Lorna Kiu, now 15-years-old, comes from a traditional Masai farming family and says that when she was 10, her parents wanted her to get married which would also involve being circumcised. She refused, saying that she wanted to go to school. “I remember it was a need for me to learn.”
Nasirku Rakwa, 22, keeps her own goats. “Traditionally it is only the men who tend to the animals. Now you even get groups of women going out with the livestock” she says.
The outreach programme was established with local tourism partners from three nearby wildlife conservancies. At the Koiyaki Guiding School, young Masai men and women are learning the skills needed to work with tourists, from learning about the wildlife that surrounds them, to how to speak French. Whilst the dark green 4x4s of safaris seem out of place amongst the traditionally dressed Masai, it is the money that the tourism industry creates that goes back into these communities and funds such projects.

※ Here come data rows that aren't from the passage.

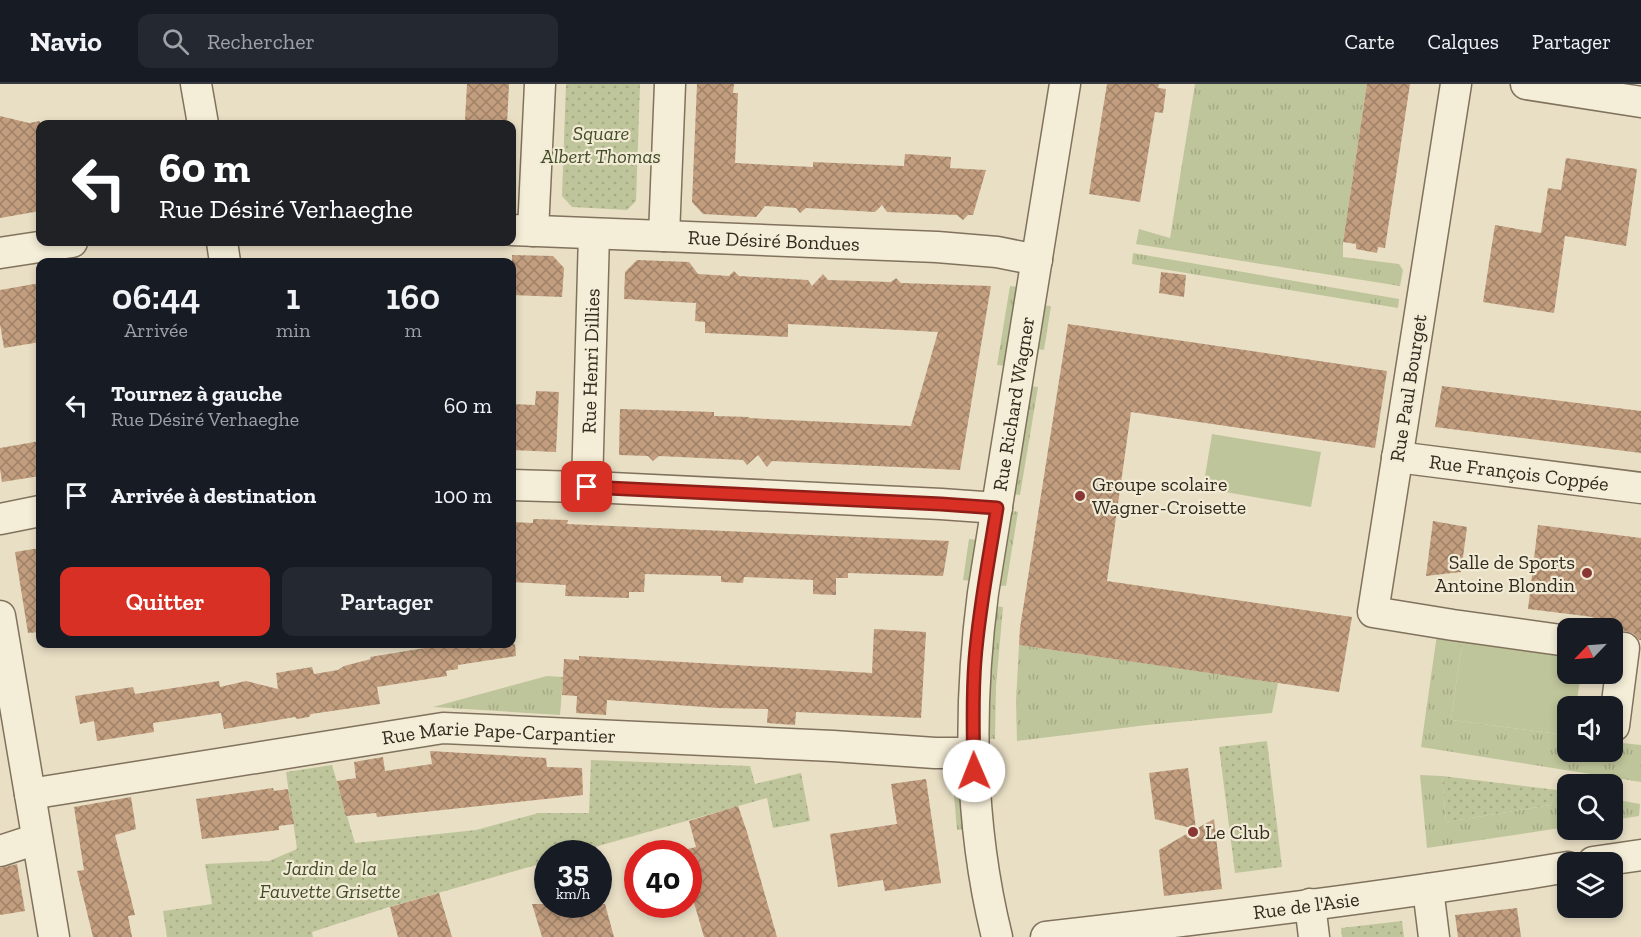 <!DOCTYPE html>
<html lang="fr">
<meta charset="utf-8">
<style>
:root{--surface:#171b24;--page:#242831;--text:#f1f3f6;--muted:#9ea1a6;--line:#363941;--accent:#d93025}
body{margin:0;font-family:"Zilla Slab",serif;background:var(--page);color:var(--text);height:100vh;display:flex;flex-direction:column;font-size:22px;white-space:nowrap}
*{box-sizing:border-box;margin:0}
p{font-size:20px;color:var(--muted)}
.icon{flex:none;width:33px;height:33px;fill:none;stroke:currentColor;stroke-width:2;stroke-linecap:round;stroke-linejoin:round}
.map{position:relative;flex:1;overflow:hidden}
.side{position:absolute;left:36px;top:174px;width:480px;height:390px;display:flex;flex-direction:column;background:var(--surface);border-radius:12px;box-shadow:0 3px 9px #0003}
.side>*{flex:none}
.guide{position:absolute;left:36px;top:36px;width:480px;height:126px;border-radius:12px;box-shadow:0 3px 9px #0003;background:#202124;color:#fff;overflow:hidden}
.needle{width:39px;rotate:245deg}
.tools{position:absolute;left:1557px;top:534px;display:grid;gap:12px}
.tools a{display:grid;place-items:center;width:66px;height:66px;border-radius:12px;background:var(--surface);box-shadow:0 3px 9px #0003;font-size:30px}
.speed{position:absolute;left:534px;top:756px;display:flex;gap:12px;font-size:30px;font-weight:700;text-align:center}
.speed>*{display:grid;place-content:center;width:78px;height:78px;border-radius:50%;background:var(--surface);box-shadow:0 3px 9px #0003;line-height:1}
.speed small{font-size:15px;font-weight:400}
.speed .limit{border:9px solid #d22;background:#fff;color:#111}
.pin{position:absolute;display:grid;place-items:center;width:51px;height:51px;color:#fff;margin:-26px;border-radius:12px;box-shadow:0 3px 9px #0006}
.me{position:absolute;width:66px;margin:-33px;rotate:359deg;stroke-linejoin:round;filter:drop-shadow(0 0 4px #0008)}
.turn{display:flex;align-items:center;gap:21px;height:126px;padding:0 24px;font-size:27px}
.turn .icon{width:78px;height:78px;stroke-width:2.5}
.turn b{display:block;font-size:42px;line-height:51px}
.eta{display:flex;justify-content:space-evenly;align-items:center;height:102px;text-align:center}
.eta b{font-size:36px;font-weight:600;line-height:42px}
.button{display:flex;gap:12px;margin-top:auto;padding:12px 24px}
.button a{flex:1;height:69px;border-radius:12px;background:var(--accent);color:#fff;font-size:24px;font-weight:600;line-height:69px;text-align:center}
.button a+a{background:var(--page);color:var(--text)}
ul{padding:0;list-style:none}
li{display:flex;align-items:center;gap:18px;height:90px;padding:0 24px}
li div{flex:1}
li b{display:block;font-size:22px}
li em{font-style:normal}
header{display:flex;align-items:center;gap:36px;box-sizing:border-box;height:84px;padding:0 30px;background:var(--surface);border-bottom:2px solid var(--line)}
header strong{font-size:28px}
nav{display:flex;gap:33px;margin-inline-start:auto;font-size:21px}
.search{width:420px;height:54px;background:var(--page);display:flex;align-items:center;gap:15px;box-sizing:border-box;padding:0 21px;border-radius:12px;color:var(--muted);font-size:22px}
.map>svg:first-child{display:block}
</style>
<header>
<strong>Navio</strong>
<div class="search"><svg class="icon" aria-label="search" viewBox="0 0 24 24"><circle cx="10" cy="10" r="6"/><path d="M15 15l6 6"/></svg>Rechercher</div>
<nav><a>Carte</a><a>Calques</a><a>Partager</a></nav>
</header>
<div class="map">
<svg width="1641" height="853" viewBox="0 0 1641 853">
<defs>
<pattern id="grass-tufts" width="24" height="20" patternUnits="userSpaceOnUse" patternTransform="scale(1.5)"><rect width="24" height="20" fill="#bfc59a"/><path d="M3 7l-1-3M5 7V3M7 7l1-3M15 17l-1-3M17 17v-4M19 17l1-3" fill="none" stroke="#a5a984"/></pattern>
<pattern id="park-dots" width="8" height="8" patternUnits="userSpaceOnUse" patternTransform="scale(1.5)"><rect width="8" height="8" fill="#bfc59a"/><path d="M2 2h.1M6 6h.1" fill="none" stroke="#a5a984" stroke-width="1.8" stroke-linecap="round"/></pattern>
<pattern id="building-cross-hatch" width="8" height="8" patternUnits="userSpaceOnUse" patternTransform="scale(1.5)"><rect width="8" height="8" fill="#c29e7f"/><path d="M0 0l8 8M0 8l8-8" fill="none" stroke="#9e8167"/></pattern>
</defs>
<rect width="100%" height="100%" fill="#e9dfc5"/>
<path fill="url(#grass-tufts)" d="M 1195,0 L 1367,0 L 1343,158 L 1343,173 L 1399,180 L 1403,186 L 1400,202 L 1136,160 L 1139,145 L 1170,154 Z
M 1133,169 L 1399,215 L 1398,224 L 1132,180 Z
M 1010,202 L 1018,203 L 1006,282 L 997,281 Z
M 1042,221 L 1051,222 L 1044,266 L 1036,265 Z
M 1029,302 L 1038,303 L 1020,411 L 1012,410 Z
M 1009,426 L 1018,428 L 1006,502 L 997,501 Z
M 969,455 L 978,456 L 971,497 L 963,496 Z
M 994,522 L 1003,523 L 996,602 L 995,655 L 987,655 L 987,601 Z
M 1438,543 L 1464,545 L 1451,636 L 1567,651 L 1568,668 L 1612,668 L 1613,658 L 1641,661 L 1641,698 L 1421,663 Z
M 1019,561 L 1278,599 L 1272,629 L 1147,641 L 1017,657 L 1016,617 Z
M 547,592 L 563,593 L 560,631 L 433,623 Z
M 1420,691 L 1442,692 L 1446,738 L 1551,721 L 1557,706 L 1567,708 L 1567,743 L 1427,764 Z
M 962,699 L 965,745 L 957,746 L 953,700 Z
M 1613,715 L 1640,720 L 1639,732 L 1613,736 Z"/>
<path fill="url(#park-dots)" d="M 566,0 L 640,0 L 636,117 L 627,126 L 572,123 L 562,112 Z
M 1267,657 L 1282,783 L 1235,789 L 1219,663 Z
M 591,676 L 750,682 L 755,700 L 801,689 L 810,737 L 773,744 L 767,714 L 574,769 L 548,770 L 547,778 L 389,823 L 312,848 L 313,853 L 167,853 L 163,827 L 212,820 L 205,780 L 269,777 L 297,765 L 286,688 L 332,681 L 355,759 L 476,746 L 539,729 L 589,729 Z
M 1442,692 L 1557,706 L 1551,721 L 1446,738 Z
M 1402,837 L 1404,853 L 1342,853 L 1341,844 Z"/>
<path fill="#bfc59a" d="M 1212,350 L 1321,368 L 1311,423 L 1203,404 Z
M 1464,545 L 1567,563 L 1568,590 L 1581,590 L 1576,622 L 1568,622 L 1567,651 L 1451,636 Z"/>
<path fill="url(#building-cross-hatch)" d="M 467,0 L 509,0 L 507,40 L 469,40 L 469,37 L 465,36 Z
M 697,0 L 734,0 L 733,9 L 738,9 L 735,79 L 813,83 L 813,78 L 904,82 L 905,70 L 951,73 L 950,84 L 986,86 L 973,131 L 968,131 L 963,136 L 957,131 L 887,128 L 882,121 L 875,128 L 806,124 L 800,129 L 796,124 L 765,122 L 756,133 L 703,130 L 692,118 Z
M 1107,0 L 1159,0 L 1158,4 L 1166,5 L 1163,29 L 1155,28 L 1140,118 L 1089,110 Z
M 1367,0 L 1410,0 L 1385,164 L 1378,163 L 1377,169 L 1356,165 L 1356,160 L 1343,158 Z
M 0,32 L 29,39 L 40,37 L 40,127 L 0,134 Z
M 1566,74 L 1637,85 L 1626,162 L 1565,152 L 1554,229 L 1483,218 L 1495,141 L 1541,149 L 1548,104 L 1561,106 Z
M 512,171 L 553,172 L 564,184 L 562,213 L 512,211 Z
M 637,176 L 689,178 L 698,190 L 729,192 L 734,187 L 739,192 L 808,196 L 812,202 L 823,190 L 828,196 L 891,198 L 896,194 L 901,199 L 991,202 L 960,386 L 772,377 L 767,383 L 758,371 L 747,381 L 743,376 L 659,372 L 653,377 L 648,372 L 619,371 L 620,325 L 714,328 L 714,332 L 749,333 L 749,334 L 911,342 L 938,248 L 788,240 L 788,253 L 705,249 L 705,238 L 695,237 L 696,219 L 624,215 L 625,188 Z
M 1161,188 L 1186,191 L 1184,213 L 1159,209 Z
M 40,199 L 40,258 L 4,264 L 0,240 L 0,206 Z
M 1068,240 L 1387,287 L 1375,364 L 1131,328 L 1107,497 L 1352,533 L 1339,608 L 1019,561 L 1020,544 Z
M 1442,302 L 1641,327 L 1641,369 L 1435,343 Z
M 536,307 L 559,308 L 556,368 L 512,366 L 512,320 L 535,321 Z
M 40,357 L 40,392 L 2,398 L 0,385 L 0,364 Z
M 533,435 L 568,436 L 567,440 L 949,457 L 943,492 L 848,489 L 848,494 L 836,494 L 836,511 L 813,510 L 813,496 L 744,493 L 743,499 L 721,498 L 721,492 L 645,490 L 644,508 L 629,508 L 629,514 L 565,512 L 566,501 L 512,498 L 512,438 L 533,439 Z
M 1433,437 L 1467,443 L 1461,488 L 1426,492 Z
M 1538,441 L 1641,454 L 1641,556 L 1639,556 L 1634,550 L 1626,547 L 1612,546 L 1612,544 L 1592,544 L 1593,533 L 1528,525 Z
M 40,464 L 40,548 L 28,549 L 15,468 Z
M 874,545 L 926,548 L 921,634 L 796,628 L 795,641 L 767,639 L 768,625 L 718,624 L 607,616 L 606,631 L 576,629 L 577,612 L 562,611 L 564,575 L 579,576 L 579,572 L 872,589 Z
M 449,560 L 515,560 L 516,572 L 458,581 L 458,585 L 446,587 L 447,592 L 377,603 L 380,620 L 311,630 L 309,633 L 297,635 L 295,633 L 224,645 L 221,629 L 153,639 L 154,648 L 97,657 L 94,637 L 80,640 L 75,612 L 133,603 L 135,610 L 219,597 L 220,603 L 246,597 L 278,605 L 276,589 L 312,583 L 314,590 L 338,586 L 344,582 L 371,575 L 370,573 Z
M 430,667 L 546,674 L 547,683 L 582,684 L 583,711 L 377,733 L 376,729 L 346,732 L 337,697 L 356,694 L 354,678 L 383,673 L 385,687 L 432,680 Z
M 1188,684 L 1196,745 L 1214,735 L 1222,805 L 1164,812 L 1159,766 L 1195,745 L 1155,735 L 1149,689 Z
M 926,695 L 941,799 L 885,807 L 883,796 L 838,803 L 830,750 L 897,740 L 891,700 Z
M 273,704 L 274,707 L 288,705 L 294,740 L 279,742 L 279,746 L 202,755 L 196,715 Z
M 131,713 L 136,745 L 115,751 L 135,831 L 128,832 L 132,853 L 93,853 L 77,787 L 84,786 L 74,723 Z
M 738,722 L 747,748 L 777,853 L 704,853 L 688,798 L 688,765 L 696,763 L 689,737 Z
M 17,780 L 25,827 L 0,831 L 0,784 Z
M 439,809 L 452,853 L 398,853 L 390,823 Z
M 532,820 L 605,820 L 614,853 L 542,853 Z
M 1517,824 L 1521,853 L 1458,853 L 1455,831 Z"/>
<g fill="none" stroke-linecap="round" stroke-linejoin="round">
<g stroke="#81725d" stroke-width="33">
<g id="minor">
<path d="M 196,0 L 203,40"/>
<path d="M 1456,0 L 1373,528 L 1453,541 L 1568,557"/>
<path d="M 1526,0 L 1641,18"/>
<path id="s1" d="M 512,146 L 937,163 L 997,168 L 1037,176"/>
<path d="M 533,147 L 540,0"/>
<path d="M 664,152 L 670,0"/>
<path d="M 222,158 L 225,178"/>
<path d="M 0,169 L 72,158"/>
<path id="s2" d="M 1397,373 L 1641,404"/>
<path d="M 512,401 L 612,404 L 941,420 L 997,424"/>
<path id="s3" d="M 587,403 L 594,150"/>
<path d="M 0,435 L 40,427"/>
<path d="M 0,532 L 54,853"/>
<path d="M 1612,563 L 1624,564 L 1614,642"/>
<path id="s4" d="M 30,710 L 443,644 L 833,662 L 935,669 L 973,669"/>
<path d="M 0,767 L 37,755"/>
<path d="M 1593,778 L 1641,771"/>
<path d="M 1428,805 L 1434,853"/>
<path d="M 1310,820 L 1314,853"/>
<path id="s5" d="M 997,853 C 969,740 968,624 983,509 L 1065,0"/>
<path id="s6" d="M 1046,853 C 1220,833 1395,812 1568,783"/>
</g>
</g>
<use href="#minor" stroke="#f4edd7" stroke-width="30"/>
</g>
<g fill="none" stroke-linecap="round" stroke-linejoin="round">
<g stroke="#8d1f18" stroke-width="15">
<path id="route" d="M 587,403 L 941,420 L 997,424 C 989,475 979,525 975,576 C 972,613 973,650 974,687"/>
</g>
<use href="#route" stroke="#d93025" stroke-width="10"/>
</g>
<g fill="#893734" stroke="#f1ead4" stroke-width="2">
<circle cx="1080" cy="412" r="6"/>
<circle cx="1587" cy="489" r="6"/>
<circle cx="1193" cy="748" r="6"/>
</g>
<g text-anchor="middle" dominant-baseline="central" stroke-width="4.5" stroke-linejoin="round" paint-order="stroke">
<g font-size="20" font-style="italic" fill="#434d28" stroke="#f1ead4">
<text x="601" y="49">Square<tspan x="601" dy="23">Albert Thomas</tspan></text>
<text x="330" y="784">Jardin de la<tspan x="330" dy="23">Fauvette Grisette</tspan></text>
</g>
<g font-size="20" fill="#332a1f" stroke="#f1ead4">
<text stroke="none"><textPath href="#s1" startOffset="262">Rue Désiré Bondues</textPath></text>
<text stroke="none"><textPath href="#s3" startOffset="126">Rue Henri Dillies</textPath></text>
<text transform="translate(1408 304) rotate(-81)">Rue Paul Bourget</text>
<text stroke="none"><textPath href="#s5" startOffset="538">Rue Richard Wagner</textPath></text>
<text stroke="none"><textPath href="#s2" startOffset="123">Rue François Coppée</textPath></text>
<text stroke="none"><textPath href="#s4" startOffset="474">Rue Marie Pape-Carpantier</textPath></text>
<text stroke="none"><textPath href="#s6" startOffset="262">Rue de l'Asie</textPath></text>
</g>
<g font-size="20" fill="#332a1f" stroke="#f1ead4" text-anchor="start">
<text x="1092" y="400">Groupe scolaire<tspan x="1092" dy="23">Wagner-Croisette</tspan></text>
<text x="1575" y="478" text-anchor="end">Salle de Sports<tspan x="1575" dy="23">Antoine Blondin</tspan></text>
<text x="1205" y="748">Le Club</text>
</g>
</g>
</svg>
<div class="tools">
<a><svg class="needle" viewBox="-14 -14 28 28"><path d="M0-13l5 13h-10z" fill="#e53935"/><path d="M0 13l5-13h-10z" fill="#9ea1a6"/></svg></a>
<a><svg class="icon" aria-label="sound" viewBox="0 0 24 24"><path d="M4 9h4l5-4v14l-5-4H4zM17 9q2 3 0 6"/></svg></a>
<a><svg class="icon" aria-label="search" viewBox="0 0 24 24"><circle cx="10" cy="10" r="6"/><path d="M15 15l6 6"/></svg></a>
<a><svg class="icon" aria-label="layers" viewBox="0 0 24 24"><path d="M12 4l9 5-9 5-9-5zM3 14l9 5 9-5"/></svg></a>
</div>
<div class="speed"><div>35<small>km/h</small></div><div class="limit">40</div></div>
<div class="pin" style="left:587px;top:403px;background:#d93025"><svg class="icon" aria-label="arrive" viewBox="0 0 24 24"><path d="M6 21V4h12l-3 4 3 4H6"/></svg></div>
<svg class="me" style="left:974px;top:687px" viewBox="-20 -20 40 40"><circle r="19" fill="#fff"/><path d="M0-13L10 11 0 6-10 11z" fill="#d93025"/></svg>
<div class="guide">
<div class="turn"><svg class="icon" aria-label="left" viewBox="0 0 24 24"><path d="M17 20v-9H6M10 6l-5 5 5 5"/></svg><div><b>60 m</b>Rue Désiré Verhaeghe</div></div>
</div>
<section class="side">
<div class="eta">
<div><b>06:44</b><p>Arrivée</p></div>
<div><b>1</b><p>min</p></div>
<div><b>160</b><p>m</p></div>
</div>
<ul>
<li><svg class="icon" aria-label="left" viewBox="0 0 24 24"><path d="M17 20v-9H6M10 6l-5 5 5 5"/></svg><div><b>Tournez à gauche</b><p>Rue Désiré Verhaeghe</p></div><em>60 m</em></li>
<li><svg class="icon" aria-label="arrive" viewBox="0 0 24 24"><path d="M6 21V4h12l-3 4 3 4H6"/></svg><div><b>Arrivée à destination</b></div><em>100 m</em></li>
</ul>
<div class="button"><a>Quitter</a><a>Partager</a></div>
</section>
</div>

The schemes also protect wildlife. Grace Naisenya Ololchoki, an outreach programme coordinator, organises educational trips for women to go and see the conservancies. “Some of them have never seen a lion or elephant” she says. “They learn to live with predators and wild animals, to protect their wildlife.” Women also learn bee-keeping and dairy farming with goats, giving them greater economic independence.